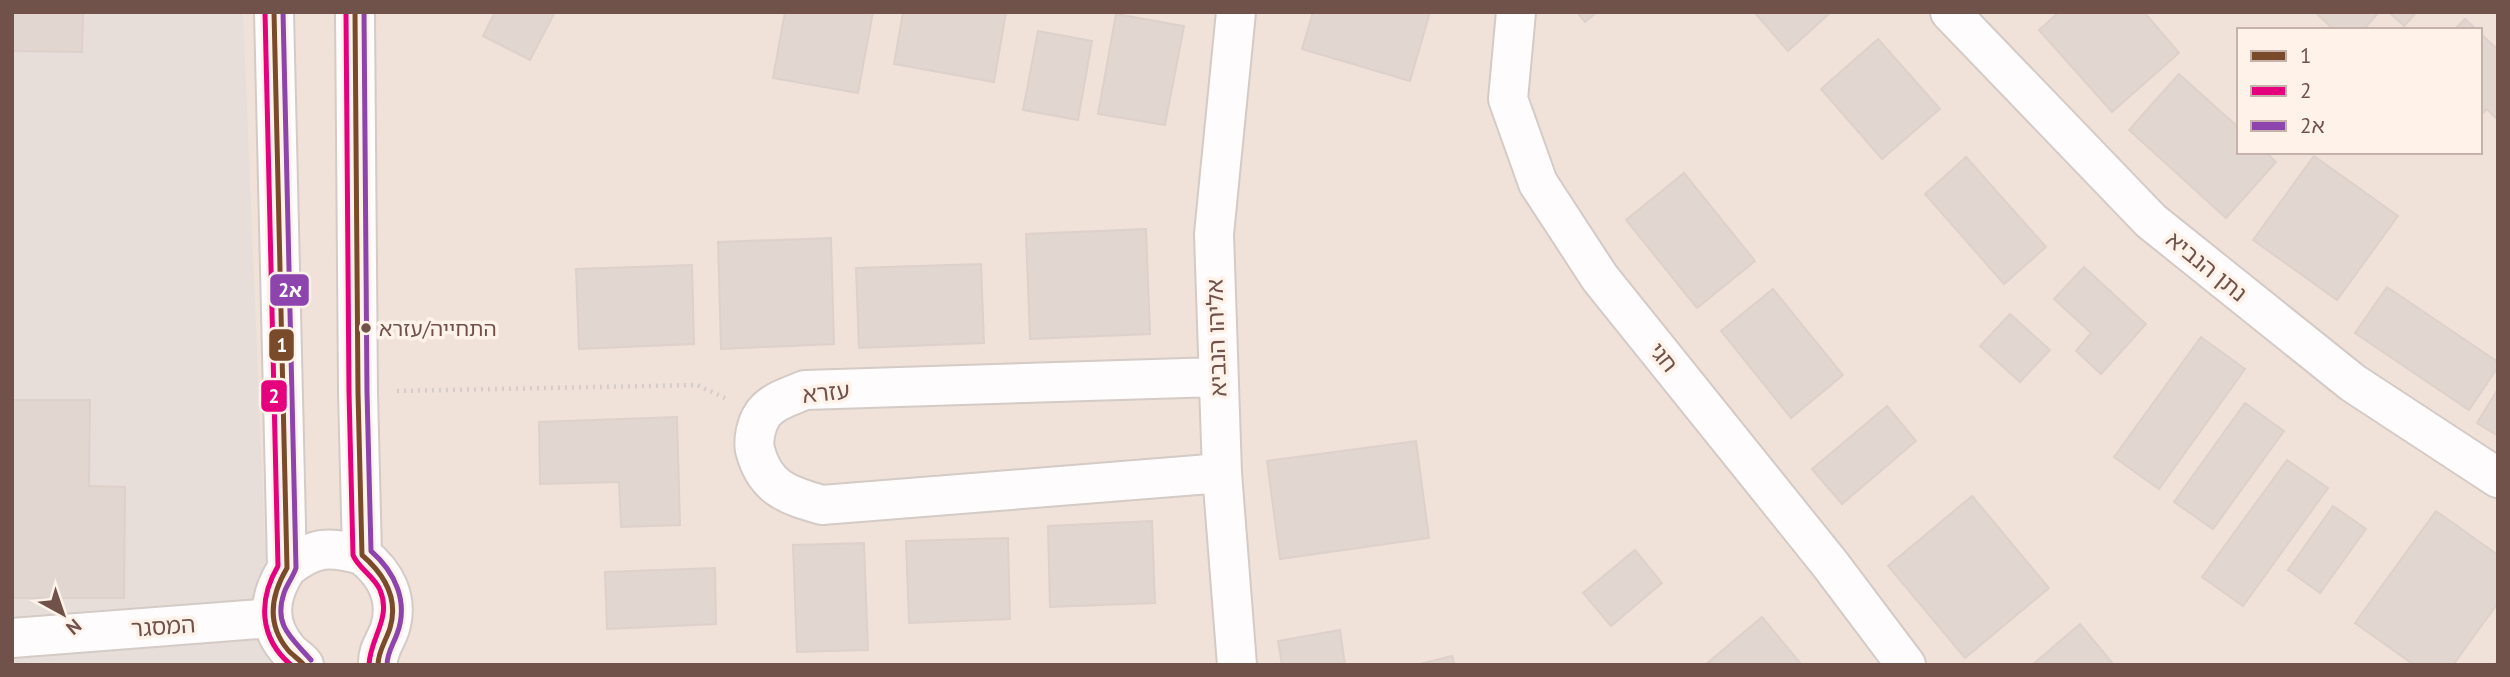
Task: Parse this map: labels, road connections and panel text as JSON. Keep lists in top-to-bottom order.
{
  "streets": {
    "street": [
      "נתן הנביא",
      "אליהו הנביא",
      "חגי",
      "עזרא",
      "המסגר"
    ]
  },
  "crossings": [
    ["אליהו הנביא", "עזרא"]
  ],
  "places": ["התחייה/עזרא"],
  "lines": ["transit line 1", "transit line 2", "transit line 2א"],
  "legend": ["1", "2", "2א"],
  "north": "bottom right"
}
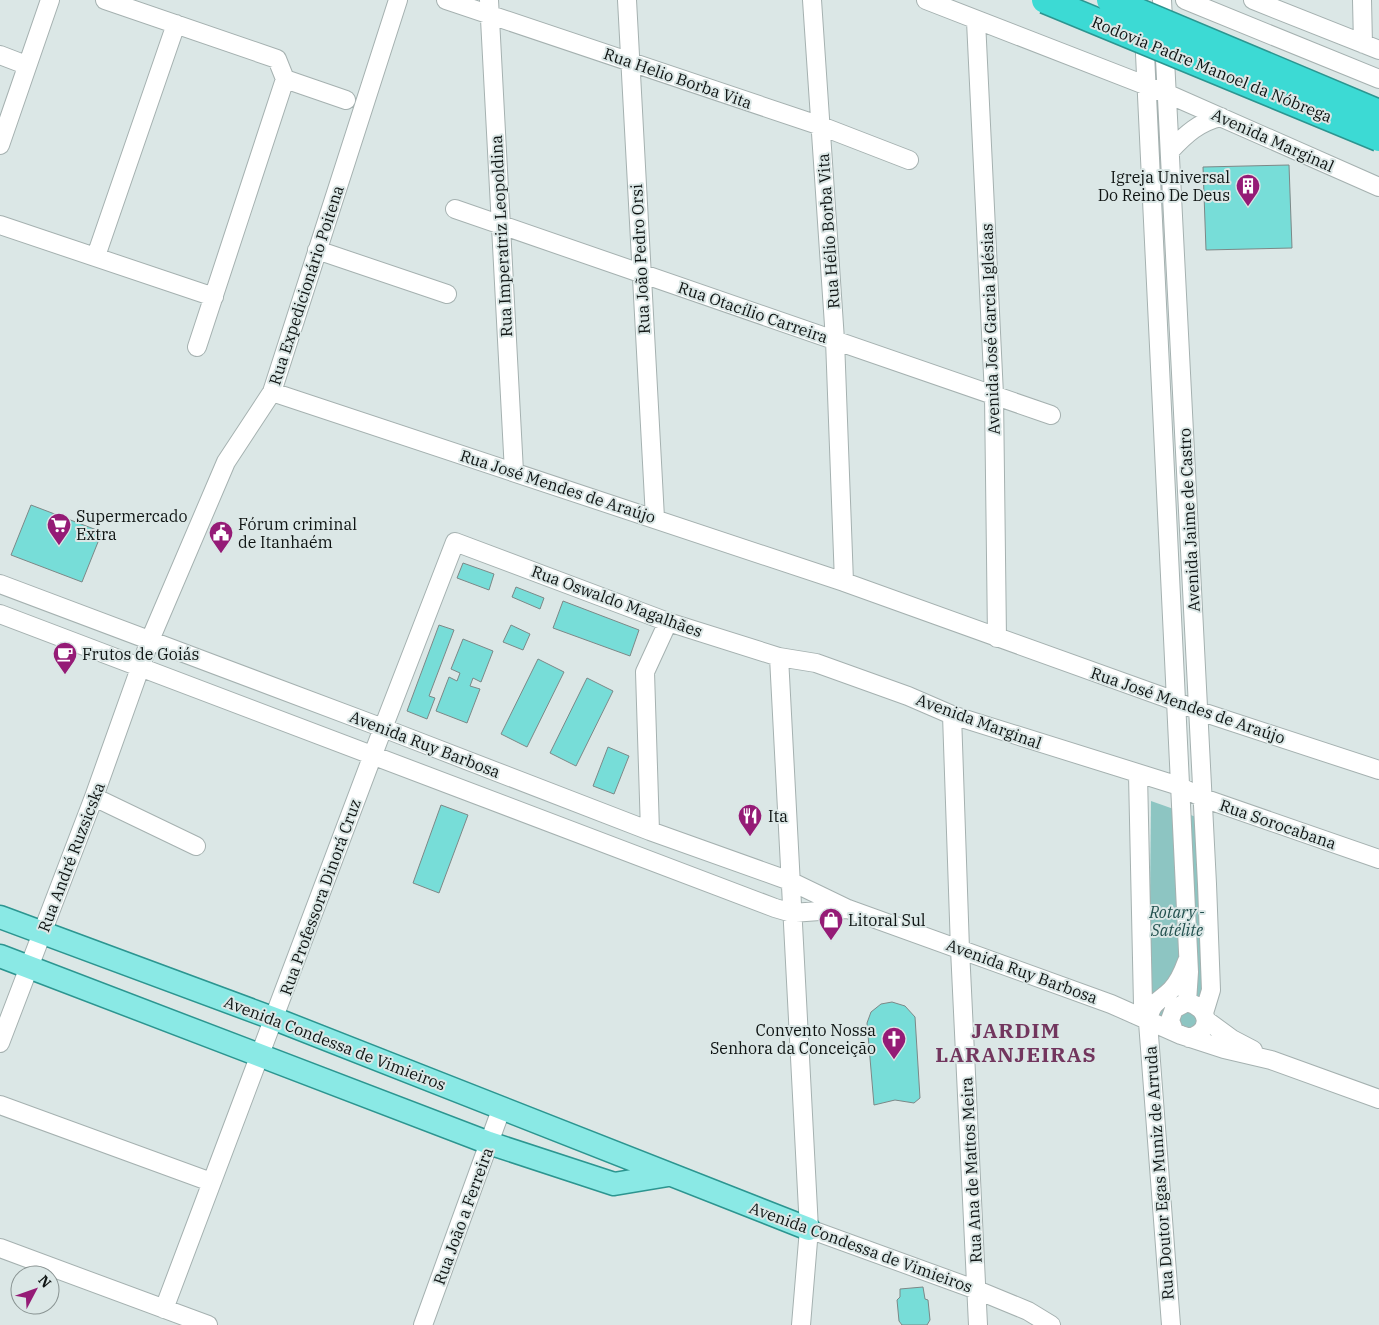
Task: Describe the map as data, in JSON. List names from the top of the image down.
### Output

★ ★ ★

> [Problem details]:
Only the text of the records belongs in the answer; reproduce it verbatim, with no pictures.

> [Reply]:
Task: Parse this map: labels, road connections and panel text as JSON. Keep lists in top-to-bottom order.
{
  "streets": {
    "street": [
      "נתן הנביא",
      "אליהו הנביא",
      "חגי",
      "עזרא",
      "המסגר"
    ]
  },
  "crossings": [
    ["אליהו הנביא", "עזרא"]
  ],
  "places": ["התחייה/עזרא"],
  "lines": ["transit line 1", "transit line 2", "transit line 2א"],
  "legend": ["1", "2", "2א"],
  "north": "bottom right"
}
Task: Describe the map as data, in JSON. List names from the top of the image down.
### Output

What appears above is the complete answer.